## Directions for this task
Each line of the entries below that includes "sans" belongs in your answer.

## Data for analysis
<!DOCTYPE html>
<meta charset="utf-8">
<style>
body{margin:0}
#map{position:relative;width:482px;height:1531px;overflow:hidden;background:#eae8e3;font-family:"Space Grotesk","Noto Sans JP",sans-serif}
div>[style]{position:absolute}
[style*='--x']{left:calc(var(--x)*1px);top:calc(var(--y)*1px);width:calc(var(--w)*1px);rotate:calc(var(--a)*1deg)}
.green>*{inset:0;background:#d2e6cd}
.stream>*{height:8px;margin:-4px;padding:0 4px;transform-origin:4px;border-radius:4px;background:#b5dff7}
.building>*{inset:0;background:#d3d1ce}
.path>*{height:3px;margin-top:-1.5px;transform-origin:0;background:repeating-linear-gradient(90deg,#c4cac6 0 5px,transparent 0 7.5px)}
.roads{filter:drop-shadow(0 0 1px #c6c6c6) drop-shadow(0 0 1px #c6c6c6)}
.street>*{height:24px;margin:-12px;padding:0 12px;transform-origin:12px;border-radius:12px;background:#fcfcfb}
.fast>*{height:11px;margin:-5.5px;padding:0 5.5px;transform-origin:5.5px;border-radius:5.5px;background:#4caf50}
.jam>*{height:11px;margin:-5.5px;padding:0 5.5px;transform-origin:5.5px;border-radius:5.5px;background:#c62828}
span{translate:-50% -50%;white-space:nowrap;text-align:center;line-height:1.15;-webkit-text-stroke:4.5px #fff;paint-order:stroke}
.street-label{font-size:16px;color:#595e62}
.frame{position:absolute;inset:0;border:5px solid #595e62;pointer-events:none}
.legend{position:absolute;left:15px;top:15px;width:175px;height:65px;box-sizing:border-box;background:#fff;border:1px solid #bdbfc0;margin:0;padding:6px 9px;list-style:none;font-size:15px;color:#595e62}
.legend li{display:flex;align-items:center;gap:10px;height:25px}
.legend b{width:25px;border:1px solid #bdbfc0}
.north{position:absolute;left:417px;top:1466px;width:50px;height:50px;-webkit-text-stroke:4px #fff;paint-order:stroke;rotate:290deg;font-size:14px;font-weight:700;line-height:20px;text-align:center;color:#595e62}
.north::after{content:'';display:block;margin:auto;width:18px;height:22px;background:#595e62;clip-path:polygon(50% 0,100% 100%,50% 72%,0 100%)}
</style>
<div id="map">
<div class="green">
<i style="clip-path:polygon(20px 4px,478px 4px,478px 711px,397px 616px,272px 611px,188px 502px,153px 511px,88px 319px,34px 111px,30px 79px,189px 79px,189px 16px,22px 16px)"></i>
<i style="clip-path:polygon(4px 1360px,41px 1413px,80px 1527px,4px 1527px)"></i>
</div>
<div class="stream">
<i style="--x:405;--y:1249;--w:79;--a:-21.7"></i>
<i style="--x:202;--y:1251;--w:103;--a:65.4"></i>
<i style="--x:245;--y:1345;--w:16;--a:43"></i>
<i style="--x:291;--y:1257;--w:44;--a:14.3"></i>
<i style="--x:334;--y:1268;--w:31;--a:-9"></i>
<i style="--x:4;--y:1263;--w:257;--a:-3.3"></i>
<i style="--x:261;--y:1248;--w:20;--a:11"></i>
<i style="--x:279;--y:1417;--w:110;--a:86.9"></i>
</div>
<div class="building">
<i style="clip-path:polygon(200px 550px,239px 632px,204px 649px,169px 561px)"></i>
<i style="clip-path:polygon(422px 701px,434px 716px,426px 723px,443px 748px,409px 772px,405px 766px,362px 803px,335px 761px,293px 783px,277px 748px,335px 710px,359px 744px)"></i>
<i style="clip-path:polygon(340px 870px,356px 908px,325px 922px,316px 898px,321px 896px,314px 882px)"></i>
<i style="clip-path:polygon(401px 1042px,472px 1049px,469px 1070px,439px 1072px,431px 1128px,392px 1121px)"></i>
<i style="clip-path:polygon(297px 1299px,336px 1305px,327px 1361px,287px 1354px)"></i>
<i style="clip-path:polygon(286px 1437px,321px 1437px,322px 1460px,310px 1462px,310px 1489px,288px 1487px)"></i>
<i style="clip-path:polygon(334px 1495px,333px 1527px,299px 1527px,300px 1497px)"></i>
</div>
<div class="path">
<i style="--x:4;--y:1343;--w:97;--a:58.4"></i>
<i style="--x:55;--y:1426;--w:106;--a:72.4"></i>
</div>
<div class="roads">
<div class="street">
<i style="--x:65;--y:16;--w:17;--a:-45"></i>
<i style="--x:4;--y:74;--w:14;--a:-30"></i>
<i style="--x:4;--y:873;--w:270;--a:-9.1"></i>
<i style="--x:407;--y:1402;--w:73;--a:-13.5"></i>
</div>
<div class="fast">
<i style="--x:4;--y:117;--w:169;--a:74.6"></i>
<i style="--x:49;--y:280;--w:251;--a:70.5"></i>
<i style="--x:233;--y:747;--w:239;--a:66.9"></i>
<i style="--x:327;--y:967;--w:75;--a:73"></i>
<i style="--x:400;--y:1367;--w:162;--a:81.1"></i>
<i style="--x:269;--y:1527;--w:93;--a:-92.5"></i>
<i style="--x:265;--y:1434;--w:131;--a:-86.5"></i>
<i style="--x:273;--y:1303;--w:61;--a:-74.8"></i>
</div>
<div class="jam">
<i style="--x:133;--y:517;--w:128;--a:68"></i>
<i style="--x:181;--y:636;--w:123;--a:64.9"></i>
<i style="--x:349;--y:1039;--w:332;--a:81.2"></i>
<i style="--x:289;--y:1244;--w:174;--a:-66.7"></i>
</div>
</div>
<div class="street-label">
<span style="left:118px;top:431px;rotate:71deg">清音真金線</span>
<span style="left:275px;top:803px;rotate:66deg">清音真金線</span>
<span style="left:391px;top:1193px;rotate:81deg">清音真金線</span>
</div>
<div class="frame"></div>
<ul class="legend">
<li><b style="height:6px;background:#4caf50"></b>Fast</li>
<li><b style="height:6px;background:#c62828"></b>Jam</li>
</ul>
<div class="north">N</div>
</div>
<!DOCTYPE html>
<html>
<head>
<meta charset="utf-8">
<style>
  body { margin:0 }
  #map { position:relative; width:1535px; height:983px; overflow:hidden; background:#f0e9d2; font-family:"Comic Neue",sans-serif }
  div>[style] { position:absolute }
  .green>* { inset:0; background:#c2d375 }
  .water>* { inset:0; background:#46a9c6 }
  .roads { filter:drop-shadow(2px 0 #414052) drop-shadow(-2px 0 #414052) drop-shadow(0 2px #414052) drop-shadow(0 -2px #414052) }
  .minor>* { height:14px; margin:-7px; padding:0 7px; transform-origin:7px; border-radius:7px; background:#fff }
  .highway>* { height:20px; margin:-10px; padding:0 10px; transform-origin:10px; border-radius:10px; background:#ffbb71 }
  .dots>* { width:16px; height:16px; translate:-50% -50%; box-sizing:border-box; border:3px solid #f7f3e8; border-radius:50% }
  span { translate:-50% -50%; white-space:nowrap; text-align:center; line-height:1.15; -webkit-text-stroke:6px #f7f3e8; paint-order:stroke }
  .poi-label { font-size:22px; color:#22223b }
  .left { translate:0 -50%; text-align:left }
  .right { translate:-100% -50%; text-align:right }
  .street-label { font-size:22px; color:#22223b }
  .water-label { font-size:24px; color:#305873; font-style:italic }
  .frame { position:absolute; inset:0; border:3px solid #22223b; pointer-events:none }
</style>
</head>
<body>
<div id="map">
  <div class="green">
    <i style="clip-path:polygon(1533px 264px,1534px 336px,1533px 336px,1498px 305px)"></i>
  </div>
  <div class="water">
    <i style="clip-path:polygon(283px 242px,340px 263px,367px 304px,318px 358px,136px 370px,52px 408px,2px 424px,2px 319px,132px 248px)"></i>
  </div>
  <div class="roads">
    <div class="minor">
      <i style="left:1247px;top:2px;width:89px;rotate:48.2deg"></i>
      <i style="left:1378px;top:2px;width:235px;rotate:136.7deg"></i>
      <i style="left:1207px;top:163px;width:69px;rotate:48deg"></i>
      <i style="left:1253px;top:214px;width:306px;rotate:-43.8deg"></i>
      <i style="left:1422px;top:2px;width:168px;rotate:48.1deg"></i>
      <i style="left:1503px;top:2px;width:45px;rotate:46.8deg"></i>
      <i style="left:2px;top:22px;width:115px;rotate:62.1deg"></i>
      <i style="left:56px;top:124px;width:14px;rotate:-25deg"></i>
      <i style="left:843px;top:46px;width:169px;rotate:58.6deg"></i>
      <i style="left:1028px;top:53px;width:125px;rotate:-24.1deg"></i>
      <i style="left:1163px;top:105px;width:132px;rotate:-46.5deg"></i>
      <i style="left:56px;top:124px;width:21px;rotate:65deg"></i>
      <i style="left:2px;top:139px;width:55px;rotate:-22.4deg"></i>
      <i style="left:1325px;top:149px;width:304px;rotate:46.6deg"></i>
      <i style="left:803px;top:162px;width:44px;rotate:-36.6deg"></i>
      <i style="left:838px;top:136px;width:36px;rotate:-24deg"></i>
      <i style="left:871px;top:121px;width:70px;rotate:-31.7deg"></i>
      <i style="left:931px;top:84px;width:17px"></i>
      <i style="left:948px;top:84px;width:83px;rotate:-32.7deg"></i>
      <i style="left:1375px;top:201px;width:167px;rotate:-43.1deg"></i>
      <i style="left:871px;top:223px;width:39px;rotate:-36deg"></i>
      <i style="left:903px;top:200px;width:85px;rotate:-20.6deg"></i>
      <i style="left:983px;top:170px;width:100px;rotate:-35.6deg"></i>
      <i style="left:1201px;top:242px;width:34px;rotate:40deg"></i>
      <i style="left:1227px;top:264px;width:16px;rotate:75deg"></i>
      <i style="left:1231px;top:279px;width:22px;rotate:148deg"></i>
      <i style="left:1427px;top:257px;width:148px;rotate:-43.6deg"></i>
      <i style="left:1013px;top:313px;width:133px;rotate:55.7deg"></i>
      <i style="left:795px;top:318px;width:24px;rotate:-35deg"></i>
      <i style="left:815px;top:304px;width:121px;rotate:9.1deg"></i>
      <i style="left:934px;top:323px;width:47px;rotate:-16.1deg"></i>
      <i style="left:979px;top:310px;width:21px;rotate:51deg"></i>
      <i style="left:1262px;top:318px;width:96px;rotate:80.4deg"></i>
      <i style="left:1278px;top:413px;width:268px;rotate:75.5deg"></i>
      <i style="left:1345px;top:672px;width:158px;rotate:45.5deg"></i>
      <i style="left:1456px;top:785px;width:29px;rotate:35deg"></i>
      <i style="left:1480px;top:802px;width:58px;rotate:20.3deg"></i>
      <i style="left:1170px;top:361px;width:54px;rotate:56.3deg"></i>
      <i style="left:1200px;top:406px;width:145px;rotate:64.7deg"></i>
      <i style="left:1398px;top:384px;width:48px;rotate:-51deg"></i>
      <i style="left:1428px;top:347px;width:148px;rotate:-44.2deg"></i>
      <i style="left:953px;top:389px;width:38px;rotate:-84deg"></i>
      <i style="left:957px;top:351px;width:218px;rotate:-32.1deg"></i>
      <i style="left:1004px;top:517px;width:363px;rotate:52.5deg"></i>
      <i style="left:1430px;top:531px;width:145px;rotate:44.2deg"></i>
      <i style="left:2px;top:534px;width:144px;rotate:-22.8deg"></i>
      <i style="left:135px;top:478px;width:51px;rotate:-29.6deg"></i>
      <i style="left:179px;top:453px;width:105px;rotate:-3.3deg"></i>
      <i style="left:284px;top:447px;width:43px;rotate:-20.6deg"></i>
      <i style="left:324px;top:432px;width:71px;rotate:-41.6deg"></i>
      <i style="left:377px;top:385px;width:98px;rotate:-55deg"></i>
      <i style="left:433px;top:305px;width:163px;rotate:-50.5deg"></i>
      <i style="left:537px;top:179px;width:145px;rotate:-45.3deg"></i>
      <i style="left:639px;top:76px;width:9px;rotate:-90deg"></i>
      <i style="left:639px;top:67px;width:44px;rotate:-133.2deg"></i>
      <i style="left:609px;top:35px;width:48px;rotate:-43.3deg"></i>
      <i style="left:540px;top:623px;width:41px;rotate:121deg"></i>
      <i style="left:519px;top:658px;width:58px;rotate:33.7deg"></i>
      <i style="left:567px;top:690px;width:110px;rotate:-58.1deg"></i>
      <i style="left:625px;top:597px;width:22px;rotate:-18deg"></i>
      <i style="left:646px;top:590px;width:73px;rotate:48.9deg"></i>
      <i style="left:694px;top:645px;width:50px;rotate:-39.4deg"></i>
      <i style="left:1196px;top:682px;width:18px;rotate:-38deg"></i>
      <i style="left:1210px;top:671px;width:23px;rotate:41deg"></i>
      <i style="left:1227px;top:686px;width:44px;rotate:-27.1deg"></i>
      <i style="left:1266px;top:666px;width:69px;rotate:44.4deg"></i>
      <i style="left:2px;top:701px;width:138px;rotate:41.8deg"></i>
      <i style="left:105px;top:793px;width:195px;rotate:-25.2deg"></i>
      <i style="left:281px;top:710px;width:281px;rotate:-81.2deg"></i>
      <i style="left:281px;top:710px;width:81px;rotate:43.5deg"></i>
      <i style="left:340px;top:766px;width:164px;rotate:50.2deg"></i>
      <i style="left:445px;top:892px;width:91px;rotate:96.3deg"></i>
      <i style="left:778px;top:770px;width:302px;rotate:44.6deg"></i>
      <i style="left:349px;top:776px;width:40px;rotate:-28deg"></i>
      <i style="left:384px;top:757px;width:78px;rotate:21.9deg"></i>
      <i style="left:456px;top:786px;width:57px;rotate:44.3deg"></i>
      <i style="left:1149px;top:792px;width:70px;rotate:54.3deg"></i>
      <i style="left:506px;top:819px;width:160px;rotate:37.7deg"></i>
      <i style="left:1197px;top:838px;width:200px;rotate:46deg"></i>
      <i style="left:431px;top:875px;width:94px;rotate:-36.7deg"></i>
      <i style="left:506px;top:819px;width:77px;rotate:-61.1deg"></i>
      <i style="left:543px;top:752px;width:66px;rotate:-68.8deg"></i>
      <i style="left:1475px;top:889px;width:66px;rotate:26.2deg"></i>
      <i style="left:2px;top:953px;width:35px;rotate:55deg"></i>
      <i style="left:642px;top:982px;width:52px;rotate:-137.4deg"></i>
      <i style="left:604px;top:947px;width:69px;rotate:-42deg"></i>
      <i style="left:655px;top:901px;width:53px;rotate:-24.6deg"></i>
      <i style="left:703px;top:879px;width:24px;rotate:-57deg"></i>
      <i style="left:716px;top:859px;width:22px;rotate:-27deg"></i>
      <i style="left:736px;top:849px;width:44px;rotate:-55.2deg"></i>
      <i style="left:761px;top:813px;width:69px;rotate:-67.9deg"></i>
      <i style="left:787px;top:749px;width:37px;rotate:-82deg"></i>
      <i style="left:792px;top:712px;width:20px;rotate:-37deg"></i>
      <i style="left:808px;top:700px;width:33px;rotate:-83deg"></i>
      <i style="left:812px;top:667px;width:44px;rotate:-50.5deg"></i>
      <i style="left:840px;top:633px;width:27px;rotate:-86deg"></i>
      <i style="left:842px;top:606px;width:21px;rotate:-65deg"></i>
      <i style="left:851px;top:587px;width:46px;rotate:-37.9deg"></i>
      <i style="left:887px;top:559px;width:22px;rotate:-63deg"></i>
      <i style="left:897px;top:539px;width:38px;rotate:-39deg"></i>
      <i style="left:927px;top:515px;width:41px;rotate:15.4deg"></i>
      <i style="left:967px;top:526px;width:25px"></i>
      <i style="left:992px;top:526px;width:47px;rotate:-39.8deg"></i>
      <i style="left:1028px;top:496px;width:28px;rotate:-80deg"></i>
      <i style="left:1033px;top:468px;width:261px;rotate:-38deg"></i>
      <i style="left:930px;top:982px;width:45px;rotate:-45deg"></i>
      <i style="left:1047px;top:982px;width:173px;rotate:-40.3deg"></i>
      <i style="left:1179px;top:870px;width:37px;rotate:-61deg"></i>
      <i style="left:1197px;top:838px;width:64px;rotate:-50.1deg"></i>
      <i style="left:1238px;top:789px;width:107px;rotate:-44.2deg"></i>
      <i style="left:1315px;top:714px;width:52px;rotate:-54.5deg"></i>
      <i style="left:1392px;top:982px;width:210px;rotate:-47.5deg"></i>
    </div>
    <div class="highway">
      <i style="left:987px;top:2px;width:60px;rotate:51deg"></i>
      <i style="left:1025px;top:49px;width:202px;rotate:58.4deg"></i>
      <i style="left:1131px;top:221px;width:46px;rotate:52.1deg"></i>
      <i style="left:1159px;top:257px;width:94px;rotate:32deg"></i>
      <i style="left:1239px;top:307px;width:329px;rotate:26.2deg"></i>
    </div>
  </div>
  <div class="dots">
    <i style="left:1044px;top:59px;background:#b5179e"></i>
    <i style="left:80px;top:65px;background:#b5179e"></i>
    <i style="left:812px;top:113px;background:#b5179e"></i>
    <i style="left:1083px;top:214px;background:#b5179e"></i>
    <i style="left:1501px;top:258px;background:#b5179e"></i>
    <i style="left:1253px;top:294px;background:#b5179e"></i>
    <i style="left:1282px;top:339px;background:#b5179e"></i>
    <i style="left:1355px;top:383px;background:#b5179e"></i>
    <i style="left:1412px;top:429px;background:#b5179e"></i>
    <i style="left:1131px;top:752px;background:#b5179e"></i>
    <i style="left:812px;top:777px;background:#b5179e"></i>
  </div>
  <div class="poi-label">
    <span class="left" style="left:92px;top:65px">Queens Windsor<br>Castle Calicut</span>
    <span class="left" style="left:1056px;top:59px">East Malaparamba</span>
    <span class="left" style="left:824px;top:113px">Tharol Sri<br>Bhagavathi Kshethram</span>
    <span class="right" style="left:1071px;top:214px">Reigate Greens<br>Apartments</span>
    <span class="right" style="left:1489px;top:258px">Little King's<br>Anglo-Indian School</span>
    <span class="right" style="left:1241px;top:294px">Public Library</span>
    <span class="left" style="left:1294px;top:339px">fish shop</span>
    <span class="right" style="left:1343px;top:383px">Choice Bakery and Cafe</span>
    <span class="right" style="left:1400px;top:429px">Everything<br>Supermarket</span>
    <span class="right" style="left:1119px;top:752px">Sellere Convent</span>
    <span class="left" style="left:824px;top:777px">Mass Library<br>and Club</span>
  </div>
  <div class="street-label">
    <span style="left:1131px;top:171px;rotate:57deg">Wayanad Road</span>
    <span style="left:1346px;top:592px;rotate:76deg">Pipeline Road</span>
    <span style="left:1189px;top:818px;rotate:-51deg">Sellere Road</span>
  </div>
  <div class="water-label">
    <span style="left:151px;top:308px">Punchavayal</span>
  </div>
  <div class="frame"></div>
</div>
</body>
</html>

## Response box
#map{position:relative;width:482px;height:1531px;overflow:hidden;background:#eae8e3;font-family:"Space Grotesk","Noto Sans JP",sans-serif}
  #map { position:relative; width:1535px; height:983px; overflow:hidden; background:#f0e9d2; font-family:"Comic Neue",sans-serif }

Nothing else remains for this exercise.